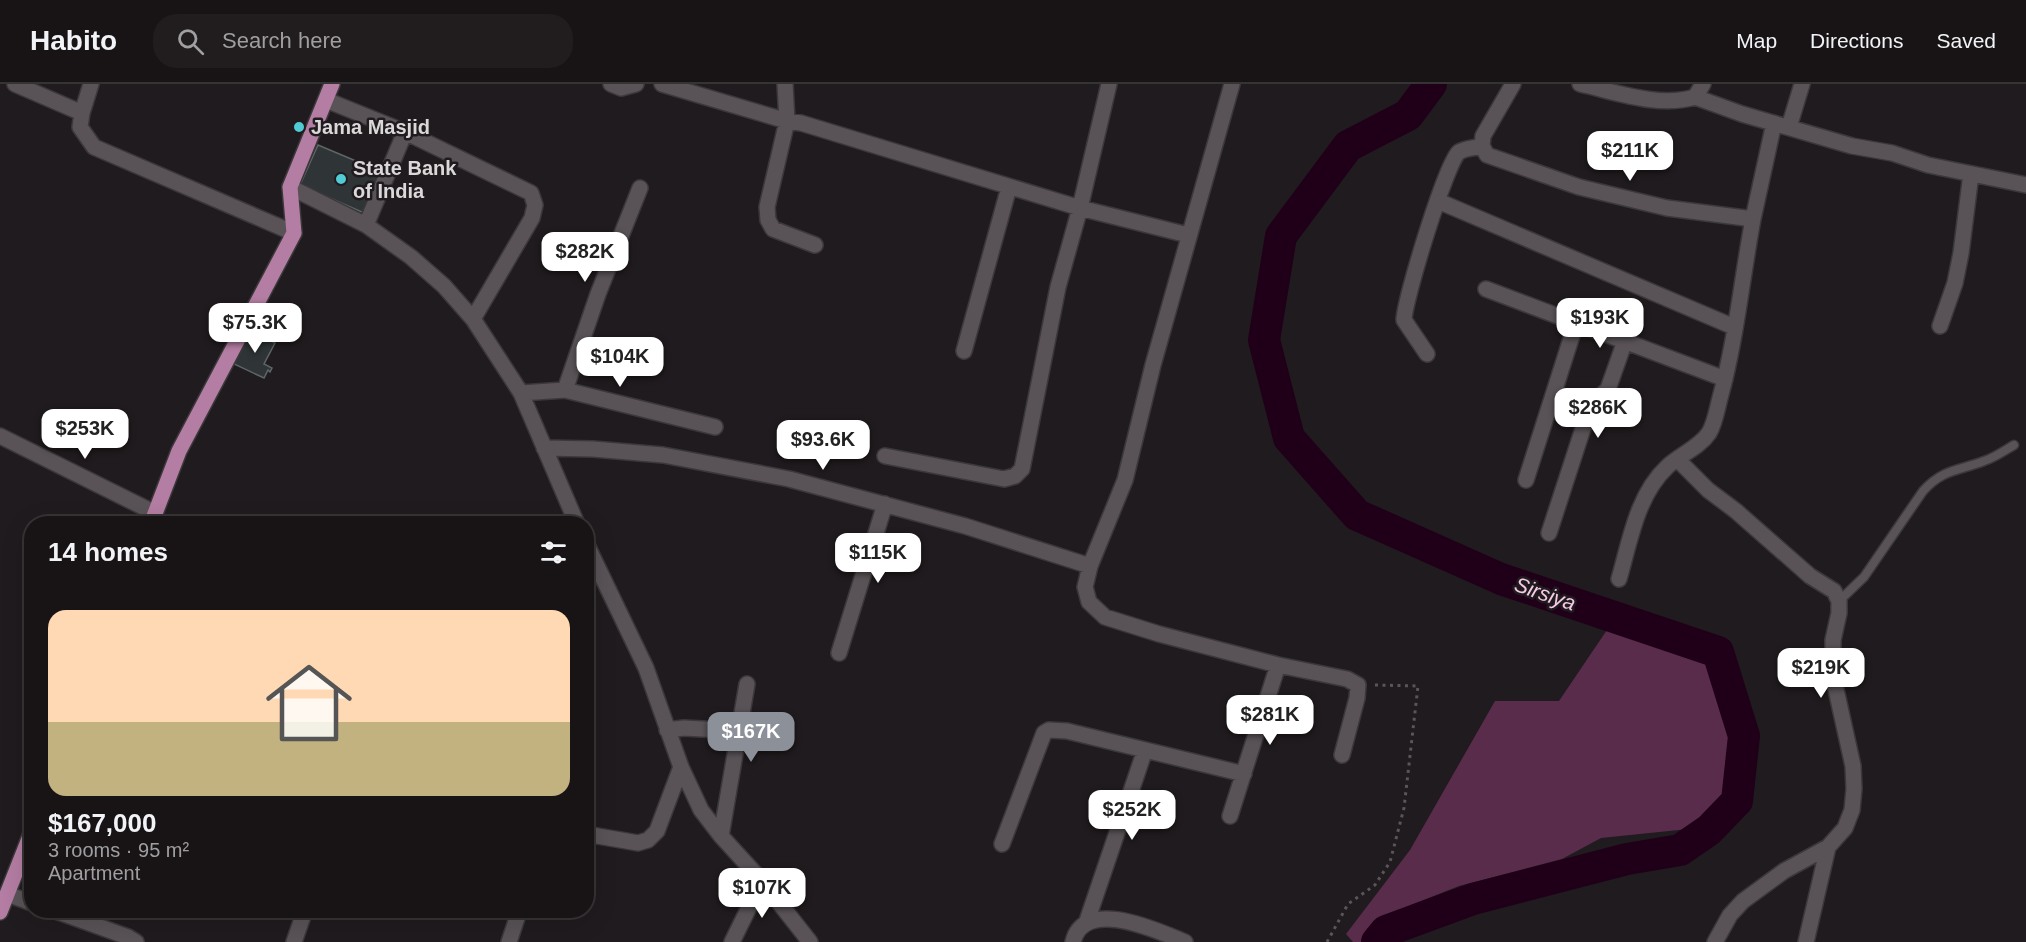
<!DOCTYPE html>
<html lang="en">
<head>
<meta charset="utf-8">
<style>
	body { margin:0; font-family:Helvetica,sans-serif; background:#211d1f; color:#f1f3f6; height:100vh; display:flex; flex-direction:column; font-size:22px; white-space:nowrap }
	* { box-sizing:border-box; margin:0 }
	p { font-size:20px; color:#9f9ea1 }
	.icon { flex:none; width:33px; height:33px; fill:none; stroke:currentColor; stroke-width:2; stroke-linecap:round; stroke-linejoin:round }
	.map { position:relative; flex:1; overflow:hidden }
	.details { position:absolute; left:24px; top:432px; width:570px; height:402px; display:flex; flex-direction:column; background:#181416; border-radius:24px; box-shadow:0 6px 24px #0002,0 0 0 2px #363335 }
	.details>* { flex:none }
	.price { position:absolute; translate:-50% -51px; padding:0 14px; border-radius:12px; background:#fff; color:#222; font-size:20px; line-height:39px; filter:drop-shadow(0 2px 3px #0008) }
	.price::after { content:''; position:absolute; left:50%; top:36px; width:18px; height:14px; margin-left:-9px; background:inherit; clip-path:polygon(0 0,100% 0,50% 100%) }
	.price.on { background:#8c9099; color:#fff }
	ul { padding:0; list-style:none }
	li { display:grid; align-content:center; gap:12px; height:318px; padding:0 24px }
	li+li { border-top:2px solid #363335 }
	li span { display:grid; place-items:center; height:186px; border-radius:18px; color:#555 }
	li>.icon { margin-inline-start:auto }
	span .icon { width:108px; height:108px; fill:#fffc; stroke-width:1 }
	li b { font-size:26px }
	h2 { display:flex; justify-content:space-between; align-items:center; height:72px; padding:0 24px; font-size:26px }
	header { display:flex; align-items:center; gap:36px; box-sizing:border-box; height:84px; padding:0 30px; background:#181416; border-bottom:2px solid #363335 }
	header strong { font-size:28px }
	nav { display:flex; gap:33px; margin-inline-start:auto; font-size:21px }
	.search { width:420px; height:54px; background:#211d1f; display:flex; align-items:center; gap:15px; box-sizing:border-box; padding:0 21px; border-radius:24px; color:#9f9ea1; font-size:22px }
	.map>svg:first-child { display:block }
</style>
</head>
<body>
<header>
<strong>Habito</strong>
<div class="search"><svg class="icon" aria-label="search" viewBox="0 0 24 24"><circle cx="10" cy="10" r="6"/><path d="M15 15l6 6"/></svg>Search here</div>
<nav><a>Map</a><a>Directions</a><a>Saved</a></nav>
</header>
<div class="map">
<svg width="2026" height="858" viewBox="0 0 2026 858">
	<rect width="100%" height="100%" fill="#201b1e"/>
	<path fill="#592c4c" d="M1613,537L1653,538L1721,569L1742,601L1744,668L1722,718L1698,744L1601,754L1562,775L1459,802L1411,821L1365,858H1353L1346,850L1410,766L1495,617H1559Z"/>
	<g fill="none" stroke-linecap="round" stroke-linejoin="round">
		<path stroke="#200018" stroke-width="32" d="M1377,858L1386,847L1473,815L1627,775L1680,766L1709,746L1737,717L1744,652L1718,568L1501,495L1357,431L1289,354L1264,256L1281,152L1348,62L1408,31L1431,0"/>
	</g>
	<path fill="#2f3536" stroke="#5e6566" stroke-width="1.5" d="M318,61L382,88L364,129L300,101Z
		M251,246L275,259L264,280L272,284L270,288L268,286L264,294L234,280Z"/>
	<g fill="none" stroke-linecap="round" stroke-linejoin="round">
		<g stroke="#3b383a" stroke-width="11">
			<path id="lane" d="M1839,517L1864,493L1923,407C1943,385 1958,387 1984,377C1994,374 2004,367 2014,361"/>
		</g>
		<g stroke="#3b383a" stroke-width="18">
			<path id="street" d="M15,0L82,29
				M91,0L82,29L80,43L94,63L294,149
				M611,0L621,4L636,0
				M662,0L787,37L801,39L1080,124L1188,151
				M785,0L787,37L767,123L768,136L773,145L815,161
				M1232,0L1153,281L1125,396L1090,482L1085,503L1089,518L1105,533L1159,550L1278,581L1347,595L1358,601L1357,614L1342,671
				M1513,0L1483,52L1482,62L1487,71L1579,103L1667,124L1753,135L1774,39
				M1580,0C1616,8 1659,24 1695,13L1703,0
				M1695,13L1742,30L1852,62L1892,69L1928,81L2026,101
				M326,16L405,48L531,109L535,121L532,134L473,235
				M1789,43L1802,0
				M290,103L366,141L411,173L444,202L473,235L521,309L577,440
				M1438,117L1734,243
				M366,141L405,48
				M1486,205L1725,295
				M1940,242L1955,199L1961,169L1971,90
				M964,267L1009,103
				M1427,270L1404,236C1404,217 1447,76 1459,68C1465,64 1475,64 1482,62
				M565,306L598,210L640,104
				M521,309L565,306L715,343
				M0,352L155,429
				M544,364L593,365L663,371L789,395L965,442L1090,482
				M885,372L1004,395L1015,392L1022,385L1058,203L1080,124L1109,0
				M1677,375L1708,406L1736,427L1810,492L1834,507L1839,517V529L1833,556V592L1853,682L1854,705L1852,726L1845,744L1828,763L1784,787L1743,817L1730,831L1715,858
				M1526,396L1576,239
				M1549,449L1589,326L1593,320L1608,305L1625,257
				M586,459L646,584L681,683L701,726L721,752L762,797L810,858
				M1619,495C1630,457 1637,411 1667,383C1679,371 1699,364 1709,349C1715,339 1717,325 1720,314C1736,256 1742,194 1753,135
				M839,569L885,420
				M667,646L684,644L740,647
				M1230,732L1278,581
				M586,750L638,759L648,756L657,747L681,683
				M721,752L747,600
				M1002,760L1044,649L1049,646L1067,647L1244,690
				M7,810L32,819
				M53,826L128,853L136,858
				M1087,837L1145,666
				M294,858L304,829
				M509,858L517,834
				M732,858L762,797
				M1073,858C1084,812 1158,847 1185,858
				M1806,858L1828,763"/>
		</g>
		<g stroke="#3b383a" stroke-width="18">
			<path id="primary" d="M151,440L179,367L294,149L290,103L332,0
				M0,828L32,747"/>
		</g>
		<path stroke="#5a5558" stroke-width="3" stroke-dasharray="3 4.5" stroke-linecap="butt" d="M1327,858L1348,820L1375,801L1390,778L1404,724L1418,602L1374,601"/>
		<use href="#lane" stroke="#595357" stroke-width="8"/>
		<use href="#street" stroke="#595357" stroke-width="15"/>
		<use href="#primary" stroke="#b47da3" stroke-width="15"/>
	</g>
	<g fill="#51ccd4" stroke="#201b1e" stroke-width="2">
		<circle cx="299" cy="43" r="6"/>
		<circle cx="341" cy="95" r="6"/>
	</g>
	<g text-anchor="middle" stroke-width="5" stroke-linejoin="round" paint-order="stroke">
		<g font-size="20" font-weight="bold" fill="#dbd8da" stroke="#201b1e" text-anchor="start">
			<text x="311" y="50">Jama Masjid</text>
			<text x="353" y="91">State Bank<tspan x="353" dy="23">of India</tspan></text>
		</g>
		<g font-size="21" font-style="italic" fill="#f7cae7" stroke="#201b1e">
			<text transform="translate(1545 510) rotate(19)" y="7">Sirsiya</text>
		</g>
	</g>
</svg>
<b class="price" style="left:1630px;top:98px">$211K</b>
<b class="price" style="left:585px;top:199px">$282K</b>
<b class="price" style="left:1600px;top:265px">$193K</b>
<b class="price" style="left:255px;top:270px">$75.3K</b>
<b class="price" style="left:620px;top:304px">$104K</b>
<b class="price" style="left:1598px;top:355px">$286K</b>
<b class="price" style="left:85px;top:376px">$253K</b>
<b class="price" style="left:823px;top:387px">$93.6K</b>
<b class="price" style="left:878px;top:500px">$115K</b>
<b class="price" style="left:1821px;top:615px">$219K</b>
<b class="price" style="left:1270px;top:662px">$281K</b>
<b class="price on" style="left:751px;top:679px">$167K</b>
<b class="price" style="left:1132px;top:757px">$252K</b>
<b class="price" style="left:762px;top:835px">$107K</b>
<section class="details">
<h2>14 homes<svg class="icon" aria-label="filters" viewBox="0 0 24 24"><path d="M4 7h16M4 17h16"/><circle cx="9" cy="7" r="2"/><circle cx="15" cy="17" r="2"/></svg></h2>
<ul>
<li><span style="background:linear-gradient(#ffd9b3 60%,#c2b280 0)"><svg class="icon" aria-label="home" viewBox="0 0 24 24"><path d="M3 11l9-7 9 7M6 9v11h12V9"/></svg></span><div><b>$167,000</b><p>3 rooms · 95 m²</p><p>Apartment</p></div></li>
</ul>
</section>
</div>
</body>
</html>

● The problem: Starting with the line with "width:108px; height:108px; fill:#fffc;" above and going on through the line with "display:flex; justify-content:space-between; align-items:center;", transcribe every line exactly, both ends included, and add nothing.

● Result of this task:
	span .icon { width:108px; height:108px; fill:#fffc; stroke-width:1 }
	li b { font-size:26px }
	h2 { display:flex; justify-content:space-between; align-items:center; height:72px; padding:0 24px; font-size:26px }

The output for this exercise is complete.